(Saved data entries)
[Start of Attachment]

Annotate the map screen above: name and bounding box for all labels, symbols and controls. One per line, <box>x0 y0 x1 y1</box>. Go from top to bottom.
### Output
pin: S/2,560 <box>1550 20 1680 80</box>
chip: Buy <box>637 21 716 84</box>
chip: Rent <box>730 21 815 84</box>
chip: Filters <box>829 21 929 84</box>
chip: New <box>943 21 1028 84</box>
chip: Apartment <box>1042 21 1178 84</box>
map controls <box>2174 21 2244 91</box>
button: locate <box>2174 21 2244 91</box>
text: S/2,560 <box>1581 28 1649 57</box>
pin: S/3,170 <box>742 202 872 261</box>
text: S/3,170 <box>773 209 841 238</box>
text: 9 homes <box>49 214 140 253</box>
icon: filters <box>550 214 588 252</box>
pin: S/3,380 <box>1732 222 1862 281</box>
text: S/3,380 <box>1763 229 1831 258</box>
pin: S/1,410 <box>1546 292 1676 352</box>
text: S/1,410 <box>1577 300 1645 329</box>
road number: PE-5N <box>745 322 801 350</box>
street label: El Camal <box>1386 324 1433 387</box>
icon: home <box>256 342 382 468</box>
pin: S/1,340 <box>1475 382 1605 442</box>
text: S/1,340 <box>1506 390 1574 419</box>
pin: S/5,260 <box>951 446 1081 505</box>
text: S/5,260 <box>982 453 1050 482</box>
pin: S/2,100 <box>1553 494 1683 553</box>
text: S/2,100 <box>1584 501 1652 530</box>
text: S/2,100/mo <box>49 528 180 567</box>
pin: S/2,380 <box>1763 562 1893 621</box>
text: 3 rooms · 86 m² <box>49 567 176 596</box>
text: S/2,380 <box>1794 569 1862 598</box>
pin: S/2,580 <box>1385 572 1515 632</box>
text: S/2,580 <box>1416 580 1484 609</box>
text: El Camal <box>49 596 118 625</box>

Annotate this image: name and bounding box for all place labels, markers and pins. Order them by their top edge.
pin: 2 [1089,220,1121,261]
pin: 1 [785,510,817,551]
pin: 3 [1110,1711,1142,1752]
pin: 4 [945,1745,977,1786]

[End of Attachment]

→ AIM OF THE TASK: Copy out exactly the lines from the one containing "Annotate this image: name" through the last line above, keeping both end lines.

→ ANSWER BELOW:
Annotate this image: name and bounding box for all place labels, markers and pins. Order them by their top edge.
pin: 2 [1089,220,1121,261]
pin: 1 [785,510,817,551]
pin: 3 [1110,1711,1142,1752]
pin: 4 [945,1745,977,1786]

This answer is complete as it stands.